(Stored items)
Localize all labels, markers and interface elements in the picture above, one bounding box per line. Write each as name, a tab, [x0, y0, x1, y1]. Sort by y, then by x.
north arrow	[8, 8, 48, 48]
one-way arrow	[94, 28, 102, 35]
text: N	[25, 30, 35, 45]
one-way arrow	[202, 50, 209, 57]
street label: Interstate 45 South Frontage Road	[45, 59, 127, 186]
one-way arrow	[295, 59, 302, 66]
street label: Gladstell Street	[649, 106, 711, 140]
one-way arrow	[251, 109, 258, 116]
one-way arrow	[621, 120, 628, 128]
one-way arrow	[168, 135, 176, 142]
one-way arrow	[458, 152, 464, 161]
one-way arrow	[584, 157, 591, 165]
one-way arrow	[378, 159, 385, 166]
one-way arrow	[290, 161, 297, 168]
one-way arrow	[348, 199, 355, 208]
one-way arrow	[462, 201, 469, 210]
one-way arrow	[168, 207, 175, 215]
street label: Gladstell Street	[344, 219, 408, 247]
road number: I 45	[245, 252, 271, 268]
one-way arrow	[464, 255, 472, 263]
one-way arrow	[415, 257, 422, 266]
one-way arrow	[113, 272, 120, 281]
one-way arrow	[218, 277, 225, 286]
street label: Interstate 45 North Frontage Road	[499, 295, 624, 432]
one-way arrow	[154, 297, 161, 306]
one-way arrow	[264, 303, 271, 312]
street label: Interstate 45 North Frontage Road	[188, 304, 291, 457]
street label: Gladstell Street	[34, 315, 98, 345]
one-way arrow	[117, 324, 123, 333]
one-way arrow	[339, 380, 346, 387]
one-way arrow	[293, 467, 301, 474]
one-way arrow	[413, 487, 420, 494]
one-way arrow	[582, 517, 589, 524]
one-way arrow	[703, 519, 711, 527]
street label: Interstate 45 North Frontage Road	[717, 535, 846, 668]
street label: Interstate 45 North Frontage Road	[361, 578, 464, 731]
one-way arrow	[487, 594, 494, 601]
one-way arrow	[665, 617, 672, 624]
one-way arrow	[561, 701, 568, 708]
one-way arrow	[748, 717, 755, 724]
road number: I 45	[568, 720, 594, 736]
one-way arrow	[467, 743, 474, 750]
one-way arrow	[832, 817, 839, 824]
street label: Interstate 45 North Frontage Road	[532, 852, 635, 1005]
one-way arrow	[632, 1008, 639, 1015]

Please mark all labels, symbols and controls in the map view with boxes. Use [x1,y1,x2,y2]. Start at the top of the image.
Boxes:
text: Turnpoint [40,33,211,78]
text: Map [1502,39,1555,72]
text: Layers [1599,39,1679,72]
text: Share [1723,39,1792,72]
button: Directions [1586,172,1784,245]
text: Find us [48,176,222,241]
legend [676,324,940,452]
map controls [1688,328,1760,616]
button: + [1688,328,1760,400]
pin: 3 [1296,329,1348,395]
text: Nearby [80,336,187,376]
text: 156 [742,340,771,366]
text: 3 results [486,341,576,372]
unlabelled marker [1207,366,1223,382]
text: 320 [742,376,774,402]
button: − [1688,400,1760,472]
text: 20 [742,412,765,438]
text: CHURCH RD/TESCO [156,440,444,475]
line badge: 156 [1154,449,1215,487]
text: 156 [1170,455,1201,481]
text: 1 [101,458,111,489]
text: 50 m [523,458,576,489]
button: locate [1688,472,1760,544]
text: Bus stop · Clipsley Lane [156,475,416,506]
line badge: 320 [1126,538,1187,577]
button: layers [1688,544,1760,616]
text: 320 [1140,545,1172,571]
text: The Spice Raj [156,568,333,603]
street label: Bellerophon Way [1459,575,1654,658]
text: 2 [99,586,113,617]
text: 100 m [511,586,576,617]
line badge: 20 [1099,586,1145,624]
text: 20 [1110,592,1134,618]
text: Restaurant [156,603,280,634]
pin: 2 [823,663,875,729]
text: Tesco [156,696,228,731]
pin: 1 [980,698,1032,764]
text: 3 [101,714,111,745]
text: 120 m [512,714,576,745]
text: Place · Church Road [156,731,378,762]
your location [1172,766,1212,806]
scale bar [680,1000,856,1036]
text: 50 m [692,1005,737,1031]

* * *

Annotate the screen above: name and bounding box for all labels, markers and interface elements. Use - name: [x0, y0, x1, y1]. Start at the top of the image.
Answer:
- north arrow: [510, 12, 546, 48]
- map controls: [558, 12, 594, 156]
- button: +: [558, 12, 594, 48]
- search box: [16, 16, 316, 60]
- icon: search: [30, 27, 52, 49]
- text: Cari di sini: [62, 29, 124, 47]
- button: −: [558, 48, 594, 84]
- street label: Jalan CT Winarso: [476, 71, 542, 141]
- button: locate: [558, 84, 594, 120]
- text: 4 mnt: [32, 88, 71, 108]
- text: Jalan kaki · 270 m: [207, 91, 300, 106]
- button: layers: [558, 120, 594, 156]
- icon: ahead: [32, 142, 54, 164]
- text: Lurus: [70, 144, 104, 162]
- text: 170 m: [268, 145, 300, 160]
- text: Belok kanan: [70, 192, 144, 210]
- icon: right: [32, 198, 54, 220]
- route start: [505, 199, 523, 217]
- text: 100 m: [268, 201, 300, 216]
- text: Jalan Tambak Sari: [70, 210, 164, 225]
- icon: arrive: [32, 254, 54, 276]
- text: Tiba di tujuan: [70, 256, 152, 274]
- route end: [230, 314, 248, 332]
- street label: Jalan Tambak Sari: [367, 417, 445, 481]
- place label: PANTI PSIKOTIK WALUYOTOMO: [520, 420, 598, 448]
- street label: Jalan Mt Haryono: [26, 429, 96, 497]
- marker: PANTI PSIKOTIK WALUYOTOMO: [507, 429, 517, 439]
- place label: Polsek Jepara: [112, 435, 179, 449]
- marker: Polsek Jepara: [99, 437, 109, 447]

--

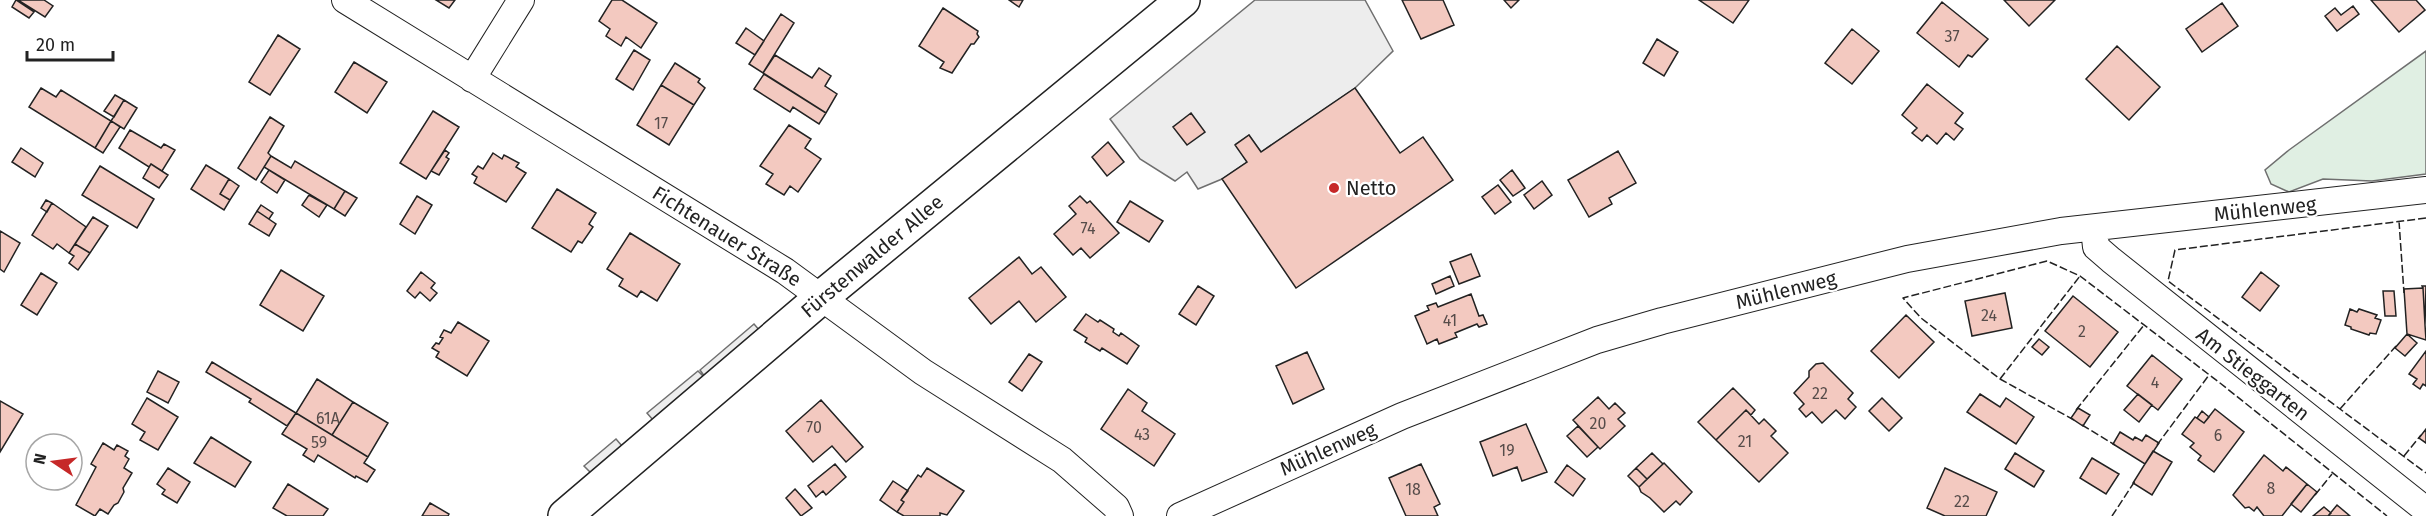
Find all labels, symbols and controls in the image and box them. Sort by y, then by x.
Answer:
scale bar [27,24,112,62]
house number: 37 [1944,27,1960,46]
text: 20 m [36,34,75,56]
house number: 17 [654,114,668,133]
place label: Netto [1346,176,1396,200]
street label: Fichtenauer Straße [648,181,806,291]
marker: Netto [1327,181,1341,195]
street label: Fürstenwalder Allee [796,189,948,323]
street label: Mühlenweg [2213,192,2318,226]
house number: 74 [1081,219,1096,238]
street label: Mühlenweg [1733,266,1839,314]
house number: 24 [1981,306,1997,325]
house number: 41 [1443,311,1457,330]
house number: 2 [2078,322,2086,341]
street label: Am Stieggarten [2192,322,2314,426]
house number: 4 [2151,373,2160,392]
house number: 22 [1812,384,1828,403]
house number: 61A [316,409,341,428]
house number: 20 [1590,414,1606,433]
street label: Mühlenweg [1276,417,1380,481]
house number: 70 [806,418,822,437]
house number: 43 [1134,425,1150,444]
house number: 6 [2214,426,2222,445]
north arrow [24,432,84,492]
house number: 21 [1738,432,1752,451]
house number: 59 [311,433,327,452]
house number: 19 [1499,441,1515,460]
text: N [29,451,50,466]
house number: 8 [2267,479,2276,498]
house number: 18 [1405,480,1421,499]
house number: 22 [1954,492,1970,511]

TASK DESCRIPTION: Please count the lines above containing "badge"; number only.

TASK RESPONSE: 3